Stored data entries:
• • •
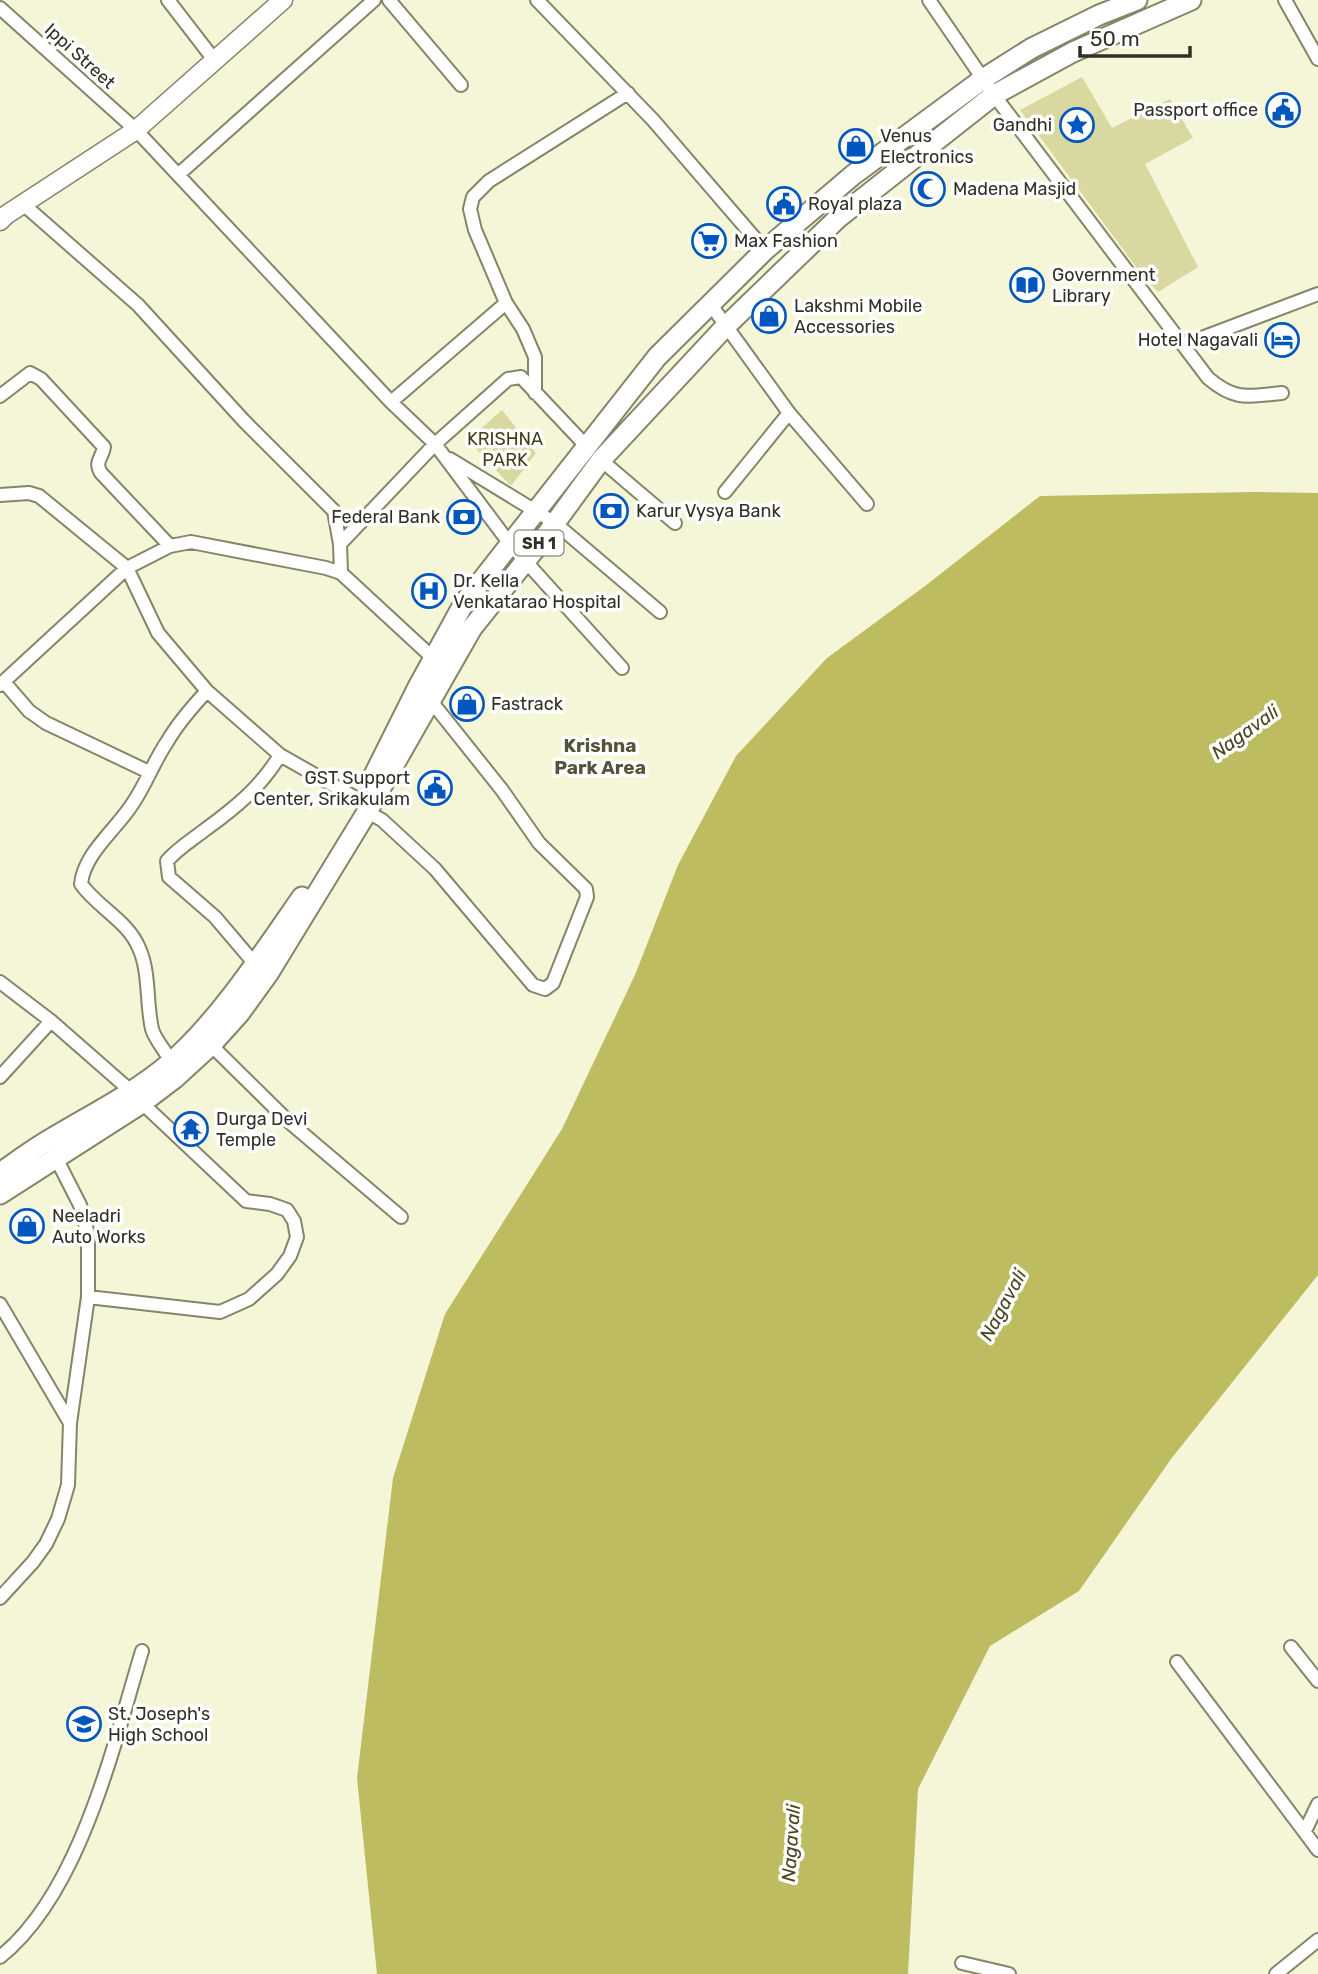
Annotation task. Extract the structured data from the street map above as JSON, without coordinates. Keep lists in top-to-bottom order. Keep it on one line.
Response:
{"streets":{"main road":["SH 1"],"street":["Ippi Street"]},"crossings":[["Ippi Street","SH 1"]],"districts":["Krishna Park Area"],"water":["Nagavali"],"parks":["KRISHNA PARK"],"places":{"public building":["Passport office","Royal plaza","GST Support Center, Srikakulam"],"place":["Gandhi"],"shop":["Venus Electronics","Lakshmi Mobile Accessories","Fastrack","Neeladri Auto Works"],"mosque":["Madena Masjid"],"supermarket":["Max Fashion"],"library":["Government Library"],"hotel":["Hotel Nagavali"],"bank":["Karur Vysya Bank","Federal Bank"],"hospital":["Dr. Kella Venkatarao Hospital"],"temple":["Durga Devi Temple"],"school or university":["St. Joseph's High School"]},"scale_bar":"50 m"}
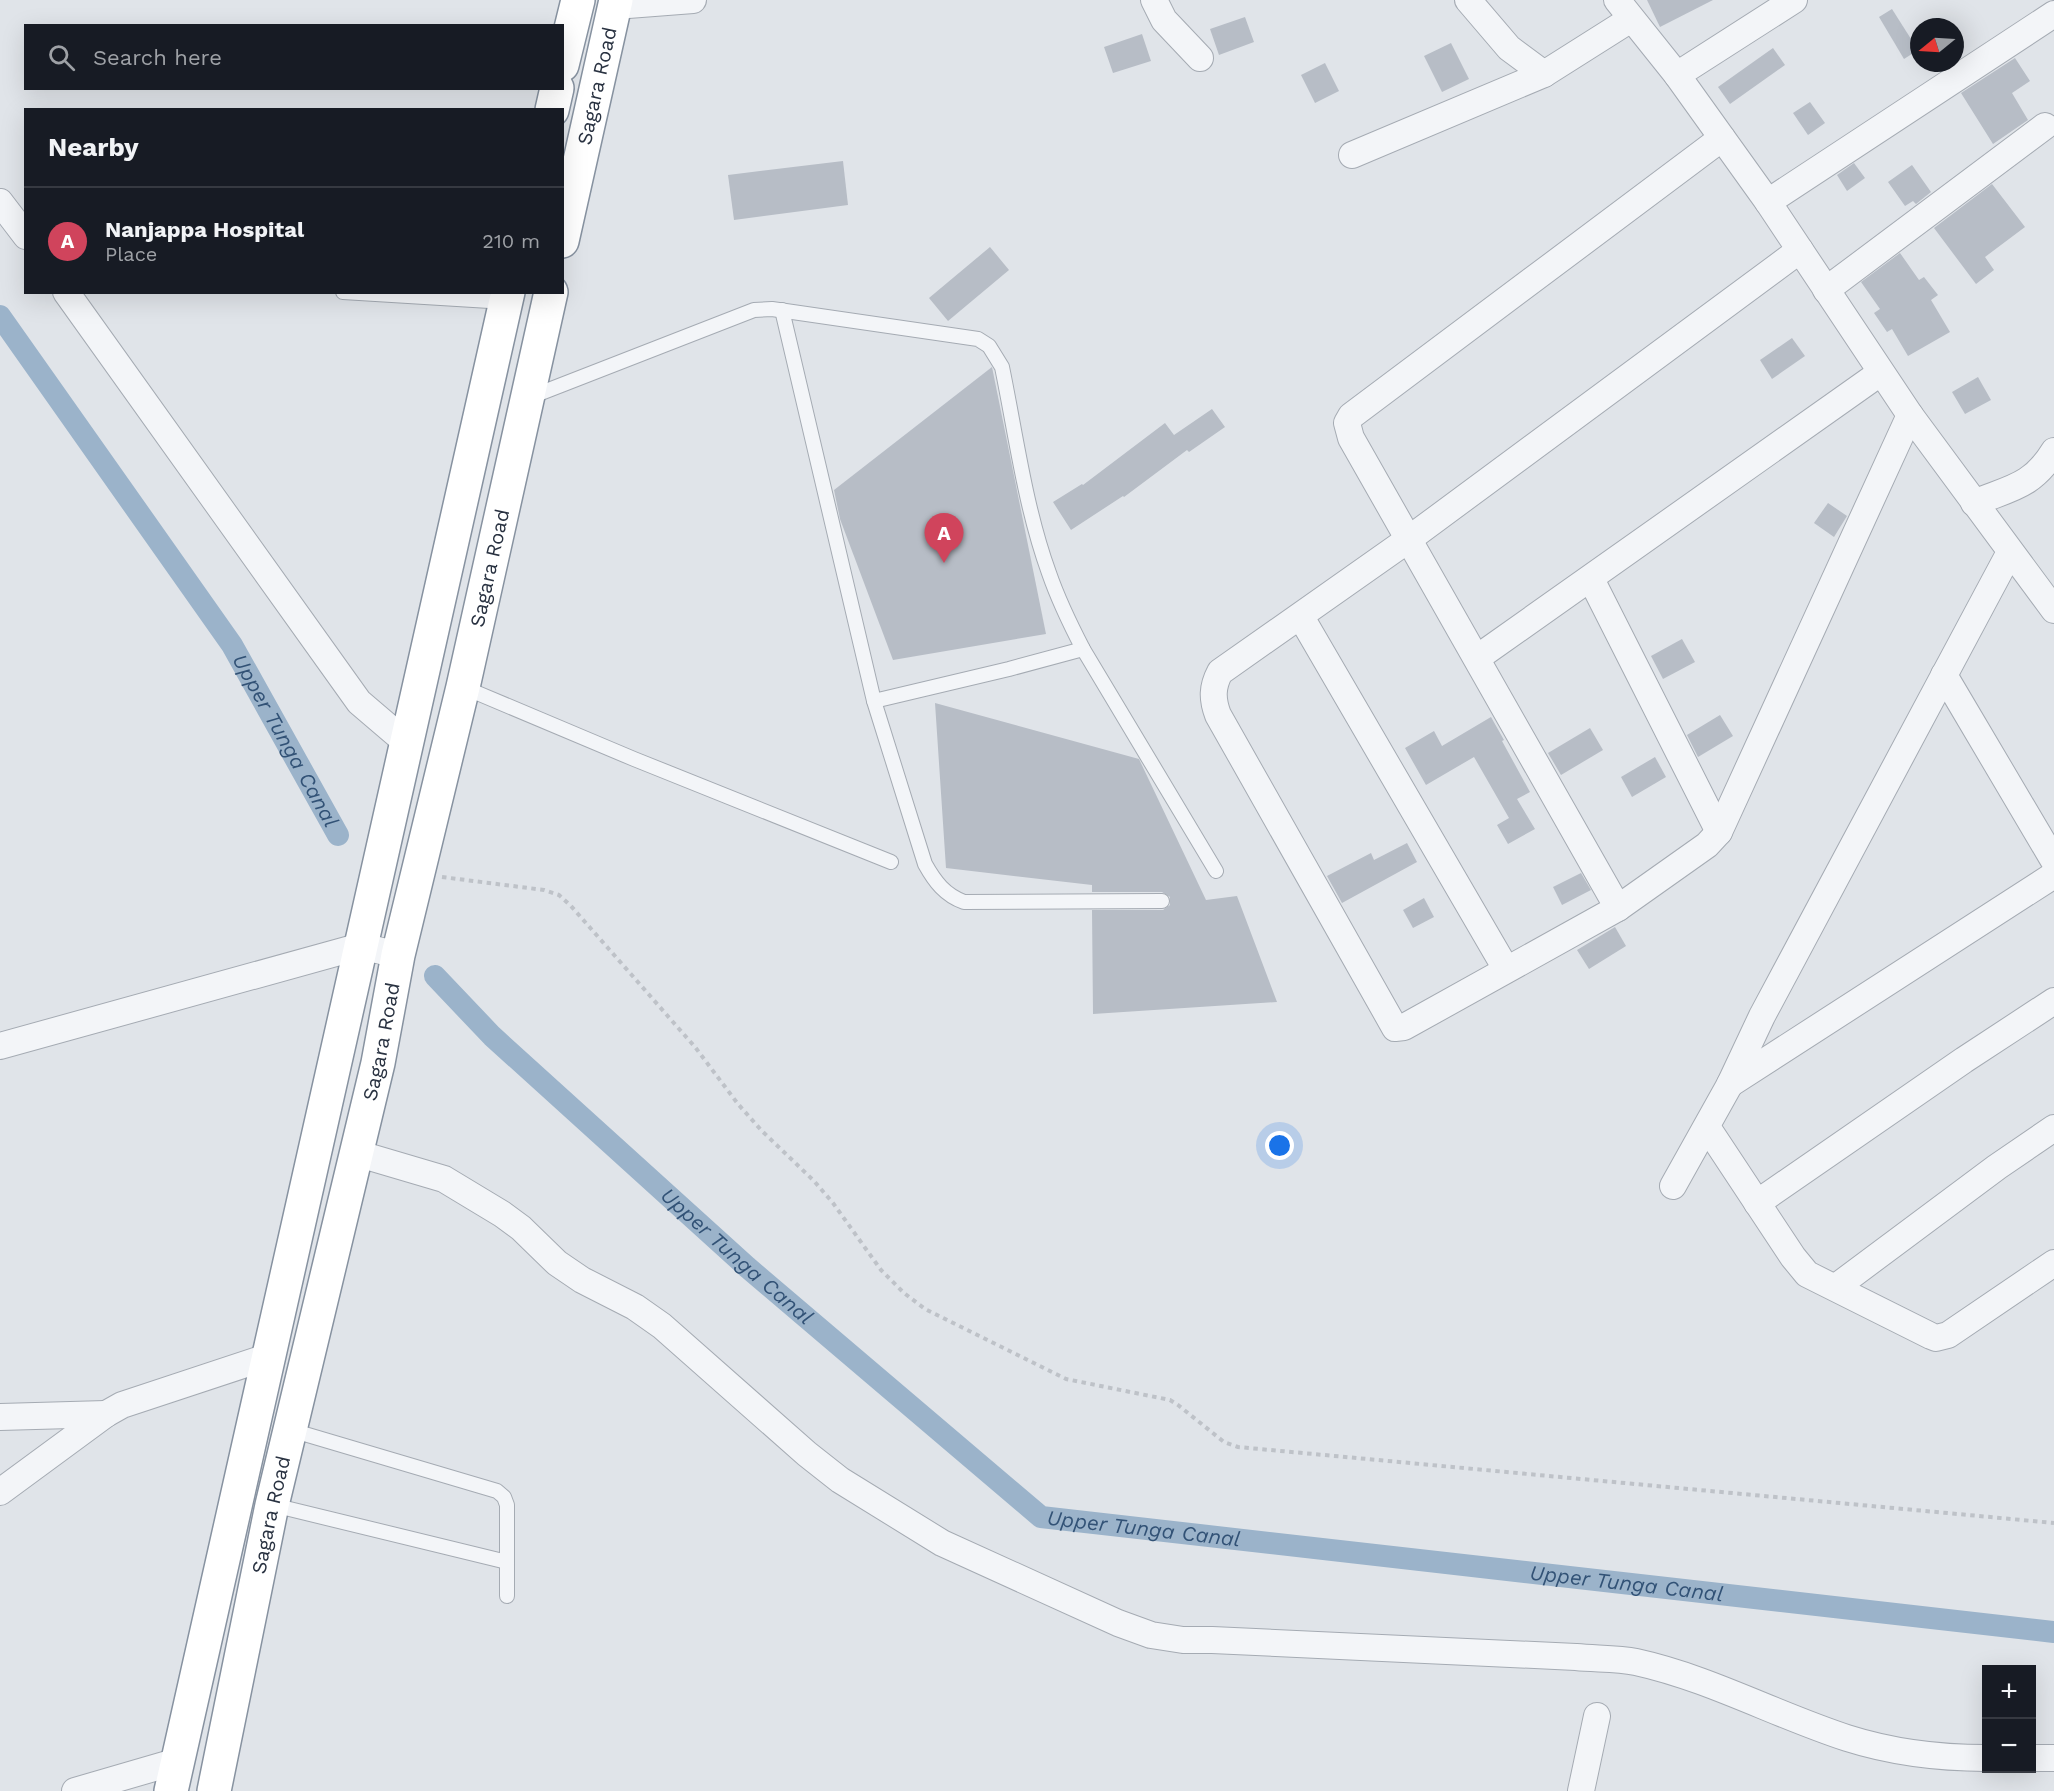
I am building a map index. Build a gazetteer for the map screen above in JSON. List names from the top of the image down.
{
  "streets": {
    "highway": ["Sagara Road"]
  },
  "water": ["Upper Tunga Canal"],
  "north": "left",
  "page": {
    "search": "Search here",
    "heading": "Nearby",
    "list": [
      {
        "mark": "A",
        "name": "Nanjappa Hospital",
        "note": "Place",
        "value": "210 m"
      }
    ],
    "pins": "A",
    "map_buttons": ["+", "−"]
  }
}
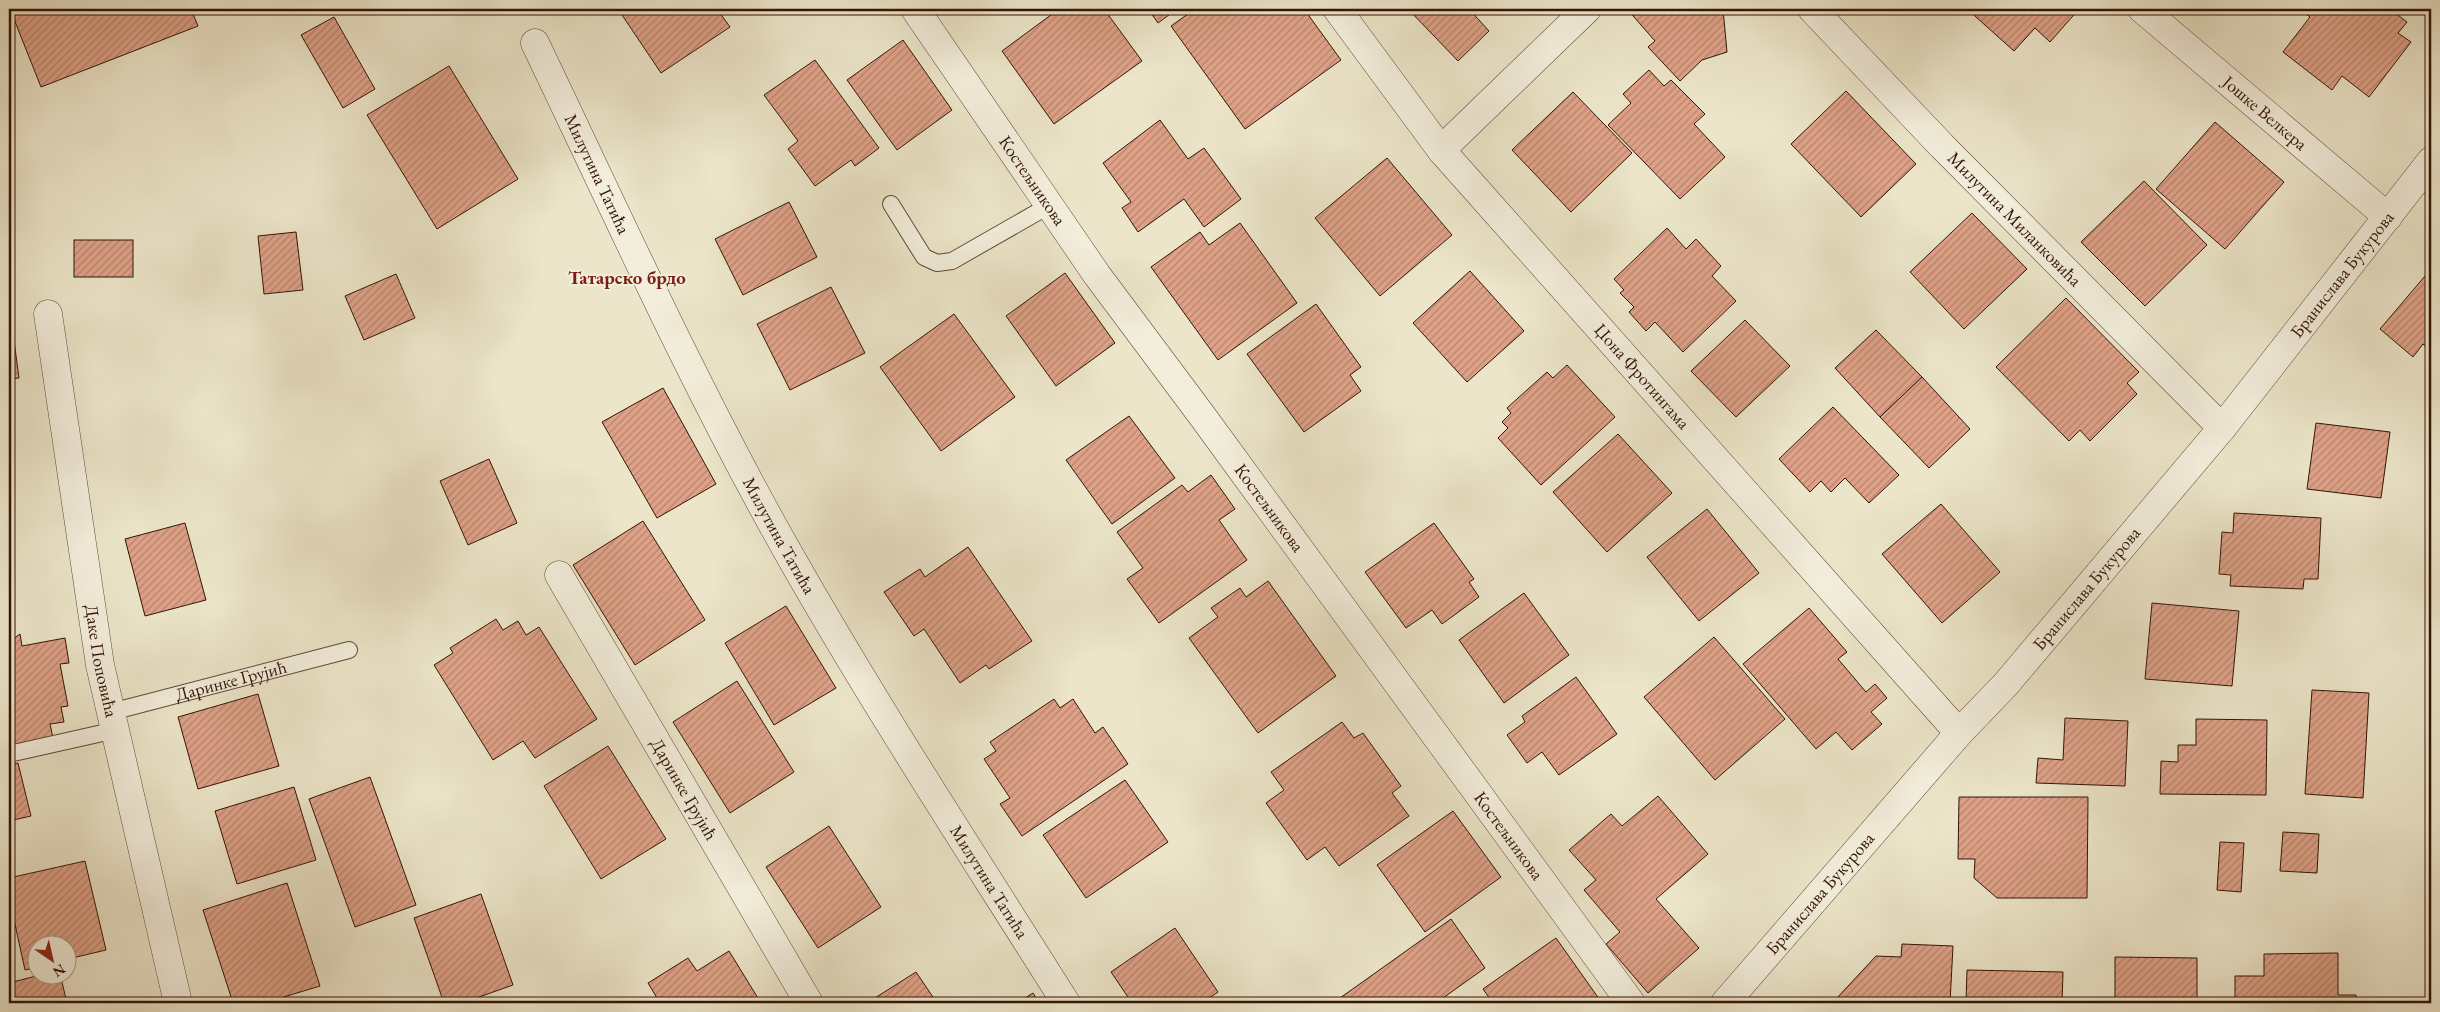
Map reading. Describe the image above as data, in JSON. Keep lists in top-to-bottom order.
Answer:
• • •
WHAT IS REQUIRED: Take the line holding "Map reading. Describe" and all lines after it through the end of the data, and set them down exactly.

SOLVED EXERCISE:
Map reading. Describe the image above as data, in JSON. Keep lists in top-to-bottom order.
Answer:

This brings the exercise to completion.